══ Input data ══

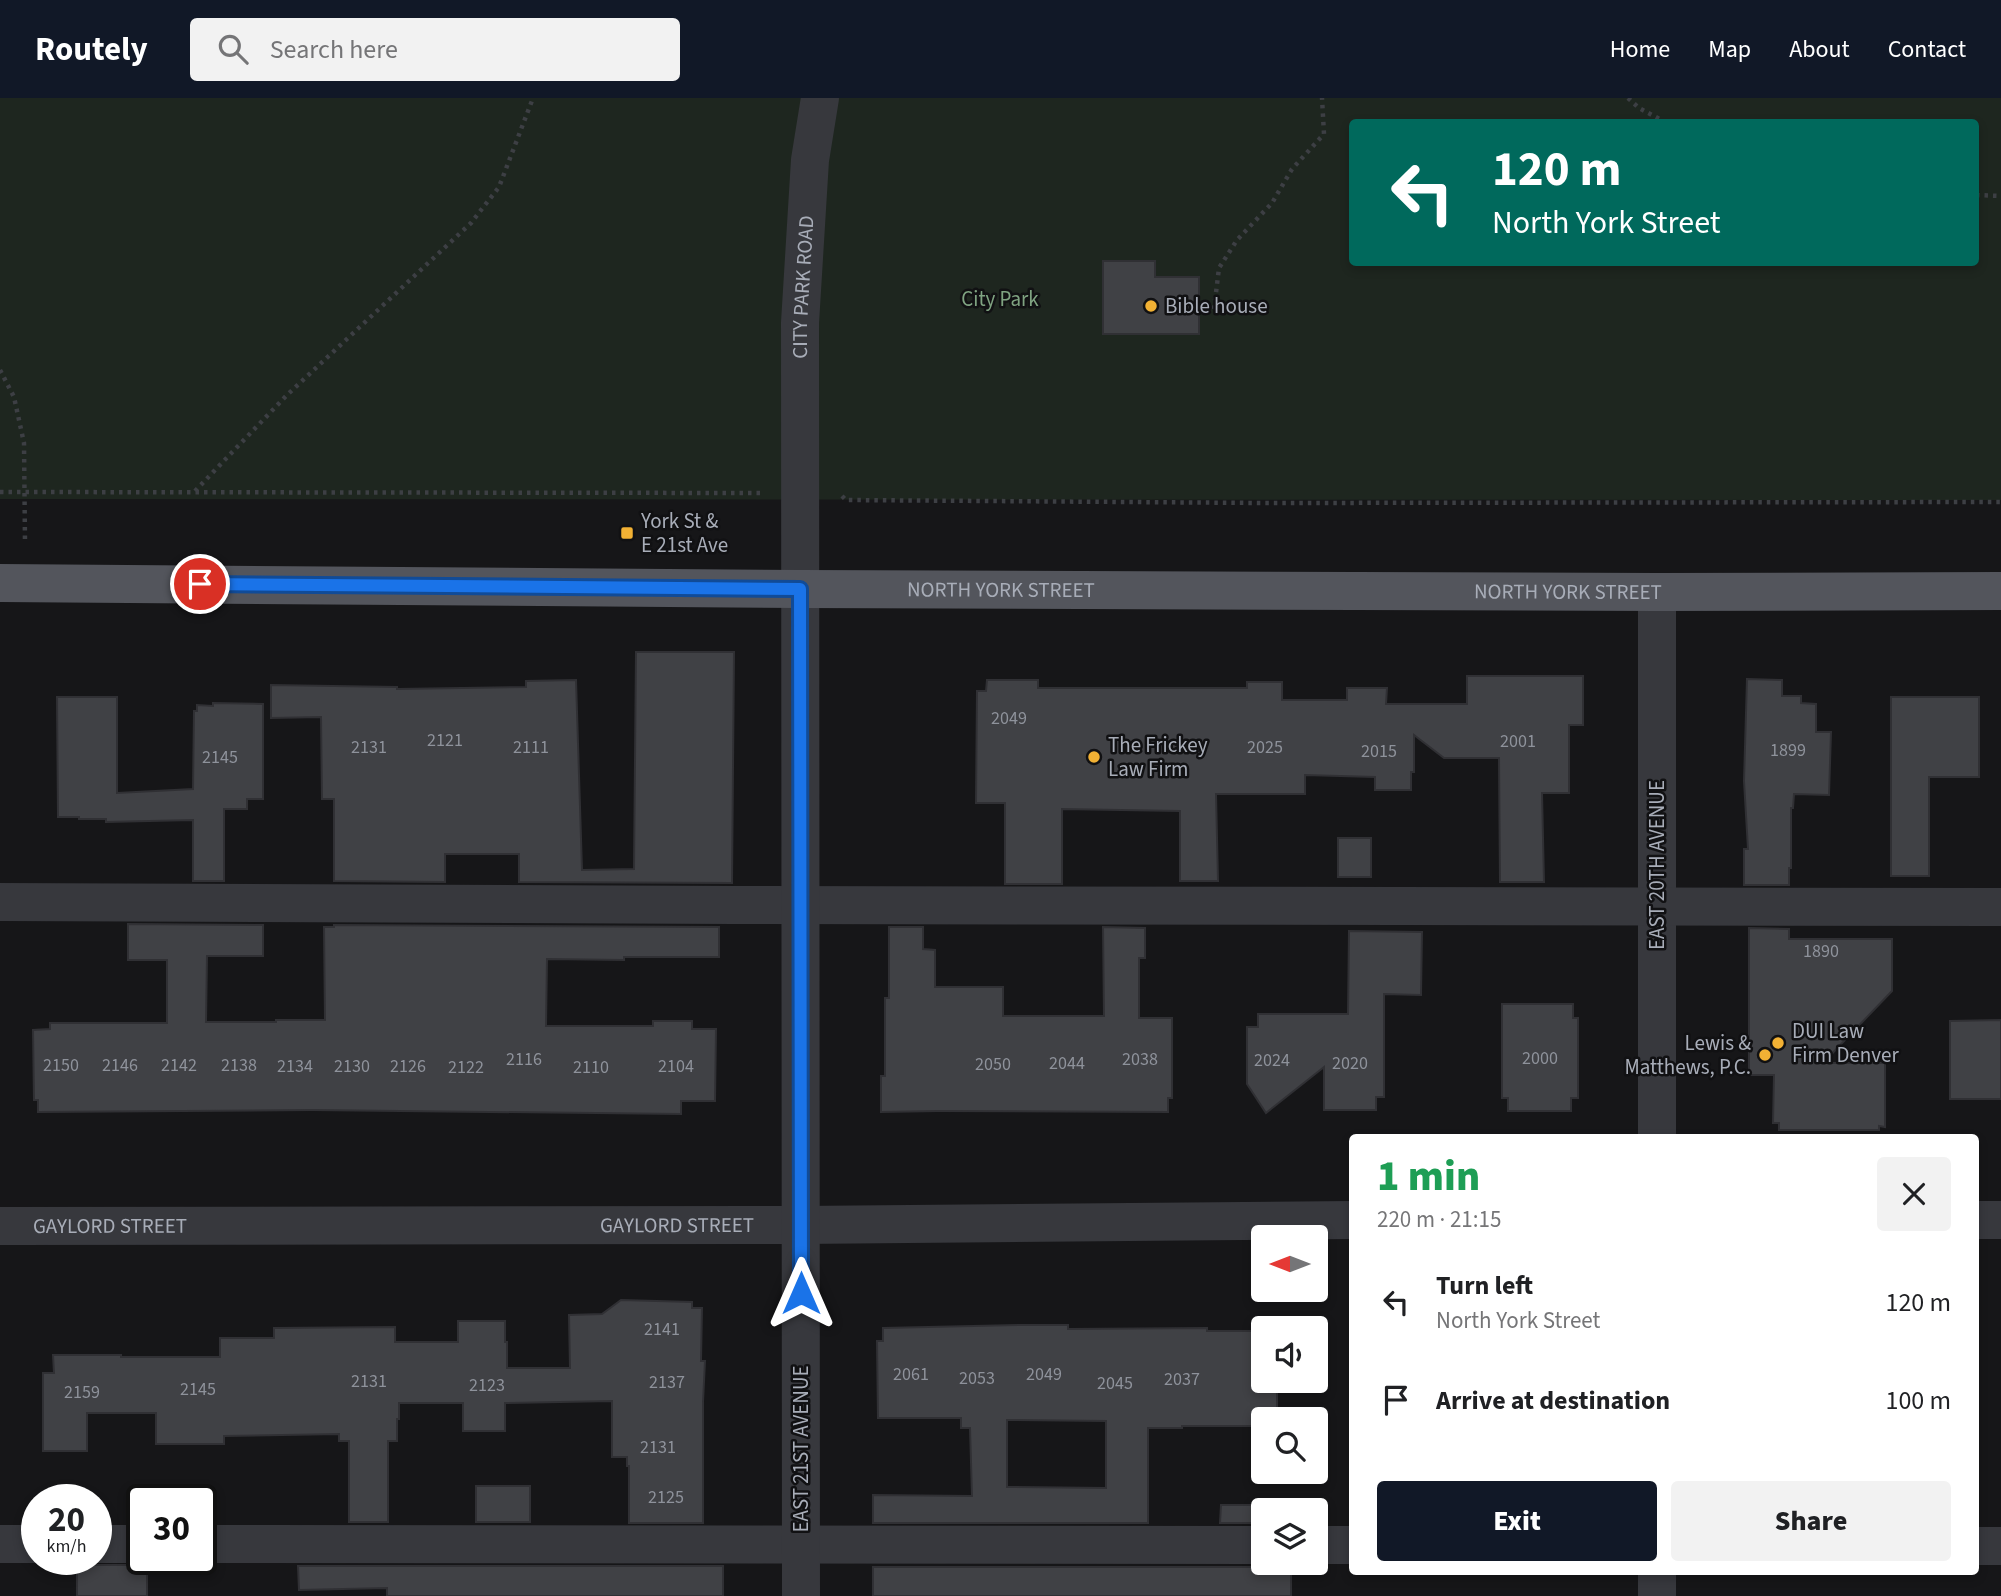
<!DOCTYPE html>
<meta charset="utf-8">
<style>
body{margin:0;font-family:"Source Sans 3",sans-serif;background:#f2f2f2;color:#202124;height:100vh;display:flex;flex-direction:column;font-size:26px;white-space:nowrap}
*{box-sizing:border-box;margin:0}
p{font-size:23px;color:#757577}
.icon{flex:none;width:38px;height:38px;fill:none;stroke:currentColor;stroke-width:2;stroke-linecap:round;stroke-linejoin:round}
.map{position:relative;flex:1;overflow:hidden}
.drawer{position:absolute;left:1349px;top:1036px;width:630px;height:441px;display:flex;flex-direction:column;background:#fff;border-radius:7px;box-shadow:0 4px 10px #0003}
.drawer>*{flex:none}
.hud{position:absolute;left:1349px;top:21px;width:630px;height:147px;border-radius:7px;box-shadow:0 4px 10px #0003;background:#00695c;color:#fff;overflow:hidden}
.needle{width:46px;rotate:270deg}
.tools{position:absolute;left:1251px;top:1127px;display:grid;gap:14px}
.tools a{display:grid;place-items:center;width:77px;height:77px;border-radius:7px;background:#fff;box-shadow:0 4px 10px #0003;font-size:35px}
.speed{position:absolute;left:21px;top:1386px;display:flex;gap:14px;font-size:35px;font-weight:700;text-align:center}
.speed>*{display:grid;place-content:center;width:91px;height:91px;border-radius:50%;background:#fff;box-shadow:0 4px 10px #0003;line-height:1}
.speed small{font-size:18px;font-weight:400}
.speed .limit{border:4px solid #111;border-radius:10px;background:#fff;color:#111}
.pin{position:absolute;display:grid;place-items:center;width:60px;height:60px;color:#fff;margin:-30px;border:4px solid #fff;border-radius:50%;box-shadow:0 2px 7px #0007}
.me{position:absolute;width:77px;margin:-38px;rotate:0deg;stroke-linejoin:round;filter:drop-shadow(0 0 5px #0008)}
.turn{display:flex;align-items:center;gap:24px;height:147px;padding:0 28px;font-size:32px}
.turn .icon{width:91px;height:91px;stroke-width:2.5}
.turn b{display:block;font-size:49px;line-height:60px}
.round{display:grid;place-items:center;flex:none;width:74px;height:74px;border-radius:7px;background:#f2f2f2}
.summary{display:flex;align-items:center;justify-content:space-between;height:119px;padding:0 28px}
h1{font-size:42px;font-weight:800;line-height:52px;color:#1e9e55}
.button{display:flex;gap:14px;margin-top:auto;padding:14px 28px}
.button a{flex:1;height:80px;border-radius:7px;background:#111827;color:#fff;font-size:28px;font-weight:800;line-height:80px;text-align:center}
.button a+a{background:#f2f2f2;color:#202124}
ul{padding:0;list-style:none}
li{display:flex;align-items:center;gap:21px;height:98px;padding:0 28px}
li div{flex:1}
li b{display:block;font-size:26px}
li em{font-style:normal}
header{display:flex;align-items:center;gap:42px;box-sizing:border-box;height:98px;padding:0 35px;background:#111827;color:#fff}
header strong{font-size:33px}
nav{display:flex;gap:38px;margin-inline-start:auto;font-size:24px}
.search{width:490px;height:63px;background:#f2f2f2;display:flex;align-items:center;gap:18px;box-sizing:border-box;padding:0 24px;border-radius:7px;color:#757577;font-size:26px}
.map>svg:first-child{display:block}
</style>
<header>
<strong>Routely</strong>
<div class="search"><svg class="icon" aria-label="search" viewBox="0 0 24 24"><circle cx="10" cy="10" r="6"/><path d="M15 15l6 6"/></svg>Search here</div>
<nav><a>Home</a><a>Map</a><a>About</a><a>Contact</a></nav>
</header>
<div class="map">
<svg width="2001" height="1498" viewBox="0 0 2001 1498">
<rect width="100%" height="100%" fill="#161618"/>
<path fill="#1e261f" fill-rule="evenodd" d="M0 0H2001V402L0 401ZM1353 24H1976V164H1353Z"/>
<g fill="#404145" stroke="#303034" stroke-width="2" fill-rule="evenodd">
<path d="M1103 163H1155V179H1199V236H1103Z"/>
<path d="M636 554H734L732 785 519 784V756H445V784L334 783V701H322L321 619 271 620V587L397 589V591L526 589V583L576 582 582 772 634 771Z"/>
<path d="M1467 578H1583V627H1569V695H1542L1544 784H1500L1499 660H1444L1414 637V674H1411V692H1375V679L1305 677V696H1216L1218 783H1180V713L1062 711V786H1005V705H976L977 593H986L987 582H1038V590H1247V584H1282V602H1347V590H1387L1386 606H1467Z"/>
<path d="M1747 581 1782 582V598H1801V605L1816 606V634H1831L1829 697 1794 696 1793 710H1791V770H1789V787H1744V751H1748L1744 683Z"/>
<path d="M57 599H117V695L193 691 194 613H197V607L213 608V605L263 606V701H247V711H224V783H193V722L106 724V721H79V719H58Z"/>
<path d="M1891 599H1979V679H1929V778H1891Z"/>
<rect x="1338" y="740" width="33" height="39"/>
<path d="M128 826 263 827V858H207L206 924H276V922H325L324 829H334V827L719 829V859H624V862L547 861 546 928H653V923H692V931H716L715 1003H681V1016L312 1012 38 1014V1002H34L33 932 50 931V925H167V862H128Z"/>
<path d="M889 829H923V851L935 852V889H1003V918H1104L1103 829 1145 830V860H1139V920H1172V1000H1168V1014L938 1013 881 1014V978H885V900H889Z"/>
<path d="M1749 830 1789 831V841H1892V893L1823 965H1885V1029L1879 1028V1032H1779V1025H1773L1774 977H1749Z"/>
<path d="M1349 833 1422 834 1421 897 1384 896V999H1376V1012H1324V969L1266 1015 1247 986V929H1258V916H1348Z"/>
<path d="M1502 906H1573V920H1578V1000H1571V1013H1508V1000H1502Z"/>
<path d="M2001 922V1001H1950V923Z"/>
<path d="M621 1202 692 1204V1210H702L701 1263H705L703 1304V1425H629V1368H627V1359H612V1303L505 1305V1333H463V1305H399V1321H397V1343H388V1424H349V1343H339V1336L224 1338V1346H156V1315H87V1353H43V1275H54L53 1257H121V1259H220V1240H274V1230L395 1229V1244H458V1223H505V1244H507V1270H570L569 1217 602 1216Z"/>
<path d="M1021 1227H1068V1231L1207 1230V1233H1264V1283H1277V1318H1275V1321H1264V1328H1182V1330H1148V1425H873V1397L972 1398 970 1330H961V1320H878L877 1243H883V1230ZM1007 1322 1106 1323V1390L1007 1389Z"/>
<rect x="476" y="1388" width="54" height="36"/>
<path d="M1221 1407H1257V1425H1220Z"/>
<path d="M1276 1465H1291V1498H873V1469H1264Z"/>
<rect x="77" y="1467" width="70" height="31"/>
<path d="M298 1468H723V1498H387V1490L299 1492Z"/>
</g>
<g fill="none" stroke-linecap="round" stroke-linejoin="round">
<g stroke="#3d3f44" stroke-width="4.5" stroke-dasharray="3.5 5" stroke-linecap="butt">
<path d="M1628 0 1639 10 1665 24"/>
<path d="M1976 97 2001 98"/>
<path d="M1214 211 1219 170 1237 142 1272 105 1292 71 1324 36 1322 0"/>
<path d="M0 272 14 299 24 345 25 445"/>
<path d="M195 393 287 297 471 125 499 89 533 0"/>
<path d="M0 394 760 395"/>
<path d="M842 398 846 402 1265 405 2001 404"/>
</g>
<g stroke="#37383d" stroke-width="38">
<path d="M1657 494V1040"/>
<path d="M0 804 734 807 2001 809"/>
<path d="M1976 1122H2001"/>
<path id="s1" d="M0 1128 800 1127 1353 1122"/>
<path d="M0 1446H37"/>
<path d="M96 1446H142"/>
<path d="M201 1446 1264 1447"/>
<path d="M1316 1447H1353"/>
<path d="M1976 1448H2001"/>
<path id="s2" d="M801 1498 800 225 810 62 820 0"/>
<path d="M1657 1498V1474"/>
</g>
<path stroke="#53555c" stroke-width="38" id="s3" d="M0 485 800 491 1657 494 2001 493"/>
</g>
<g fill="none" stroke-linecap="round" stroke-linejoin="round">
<g stroke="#114b97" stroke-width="18">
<path id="route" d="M200 486 800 491 801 1195"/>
</g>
<use href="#route" stroke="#1a73e8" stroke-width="12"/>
</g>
<g fill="#f2b134" stroke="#111113" stroke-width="2.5">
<circle cx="1151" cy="208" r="7"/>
<rect x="620" y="428" width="14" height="14" rx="3.5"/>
<circle cx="1094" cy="659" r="7"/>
<circle cx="1778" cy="945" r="7"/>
<circle cx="1765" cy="957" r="7"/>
</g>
<g text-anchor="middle" stroke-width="5" stroke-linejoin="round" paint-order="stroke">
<g font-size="18" fill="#8e929b">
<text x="1009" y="626">2049</text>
<text x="445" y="648">2121</text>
<text x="1518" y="649">2001</text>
<text x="369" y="655">2131</text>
<text x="531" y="655">2111</text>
<text x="1265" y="655">2025</text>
<text x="1788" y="658">1899</text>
<text x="1379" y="659">2015</text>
<text x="220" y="665">2145</text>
<text x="1821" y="859">1890</text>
<text x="1540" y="966">2000</text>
<text x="524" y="967">2116</text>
<text x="1140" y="967">2038</text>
<text x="1272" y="968">2024</text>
<text x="1067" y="971">2044</text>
<text x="1350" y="971">2020</text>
<text x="993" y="972">2050</text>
<text x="61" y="973">2150</text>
<text x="120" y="973">2146</text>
<text x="179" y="973">2142</text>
<text x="239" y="973">2138</text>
<text x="295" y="974">2134</text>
<text x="352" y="974">2130</text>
<text x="408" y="974">2126</text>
<text x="676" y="974">2104</text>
<text x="466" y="975">2122</text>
<text x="591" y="975">2110</text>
<text x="662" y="1237">2141</text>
<text x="911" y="1282">2061</text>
<text x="1044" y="1282">2049</text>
<text x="977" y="1286">2053</text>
<text x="1182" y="1287">2037</text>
<text x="369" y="1289">2131</text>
<text x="667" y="1290">2137</text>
<text x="1115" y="1291">2045</text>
<text x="487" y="1293">2123</text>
<text x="198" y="1297">2145</text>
<text x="82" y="1300">2159</text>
<text x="658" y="1355">2131</text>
<text x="666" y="1405">2125</text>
</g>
<g font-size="21" fill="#a8adb8" stroke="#111113">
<text dy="7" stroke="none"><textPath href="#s2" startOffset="1309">CITY PARK ROAD</textPath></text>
<text dy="7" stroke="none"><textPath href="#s3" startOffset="1001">NORTH YORK STREET</textPath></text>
<text dy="7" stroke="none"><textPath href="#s3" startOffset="1568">NORTH YORK STREET</textPath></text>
<text transform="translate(1657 767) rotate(-90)" y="7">EAST 20TH AVENUE</text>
<text dy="7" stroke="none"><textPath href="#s1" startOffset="677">GAYLORD STREET</textPath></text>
<text dy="7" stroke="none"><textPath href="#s1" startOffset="110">GAYLORD STREET</textPath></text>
<text transform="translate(801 1351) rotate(-90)" y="7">EAST 21ST AVENUE</text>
</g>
<g font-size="21" fill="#7fa381" stroke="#111113">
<text x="1000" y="208">City Park</text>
</g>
<g font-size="21" fill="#a8adb8" stroke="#111113" text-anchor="start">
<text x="1165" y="215">Bible house</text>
<text x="641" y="430">York St &amp;<tspan x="641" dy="24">E 21st Ave</tspan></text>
<text x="1108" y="654">The Frickey<tspan x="1108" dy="24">Law Firm</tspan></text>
<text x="1792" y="940">DUI Law<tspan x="1792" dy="24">Firm Denver</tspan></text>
<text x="1751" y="952" text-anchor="end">Lewis &amp;<tspan x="1751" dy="24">Matthews, P.C.</tspan></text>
</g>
</g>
</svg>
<div class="tools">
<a><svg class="needle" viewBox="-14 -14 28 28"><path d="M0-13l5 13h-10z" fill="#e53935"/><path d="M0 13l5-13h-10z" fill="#757577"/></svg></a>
<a><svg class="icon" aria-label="sound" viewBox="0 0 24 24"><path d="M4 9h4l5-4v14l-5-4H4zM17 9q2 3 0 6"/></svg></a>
<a><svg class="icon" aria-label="search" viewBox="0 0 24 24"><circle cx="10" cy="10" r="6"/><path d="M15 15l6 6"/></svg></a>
<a><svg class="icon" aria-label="layers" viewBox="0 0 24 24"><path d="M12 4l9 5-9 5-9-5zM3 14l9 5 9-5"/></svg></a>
</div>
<div class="speed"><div>20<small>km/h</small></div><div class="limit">30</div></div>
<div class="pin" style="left:200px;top:486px;background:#d93025"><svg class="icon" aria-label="arrive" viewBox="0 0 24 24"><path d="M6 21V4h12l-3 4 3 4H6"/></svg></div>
<svg class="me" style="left:801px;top:1195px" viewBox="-20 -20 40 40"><path d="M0-17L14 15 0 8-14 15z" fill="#1a73e8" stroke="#fff" stroke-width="4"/></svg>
<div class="hud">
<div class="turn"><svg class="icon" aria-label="left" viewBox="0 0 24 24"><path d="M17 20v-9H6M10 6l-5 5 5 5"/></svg><div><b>120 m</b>North York Street</div></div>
</div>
<section class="drawer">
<div class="summary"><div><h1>1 min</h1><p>220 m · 21:15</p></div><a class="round"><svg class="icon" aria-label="close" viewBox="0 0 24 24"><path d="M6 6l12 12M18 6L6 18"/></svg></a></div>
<ul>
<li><svg class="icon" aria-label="left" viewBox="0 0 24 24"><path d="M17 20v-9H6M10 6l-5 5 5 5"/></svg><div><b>Turn left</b><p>North York Street</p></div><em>120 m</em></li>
<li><svg class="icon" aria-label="arrive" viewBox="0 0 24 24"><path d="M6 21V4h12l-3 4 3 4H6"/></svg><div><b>Arrive at destination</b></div><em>100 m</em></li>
</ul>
<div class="button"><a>Exit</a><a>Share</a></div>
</section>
</div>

═══

• [Brief]: Your answer should be a single number: the count of lines in the entries that contain "tools".

• [Your response]: 3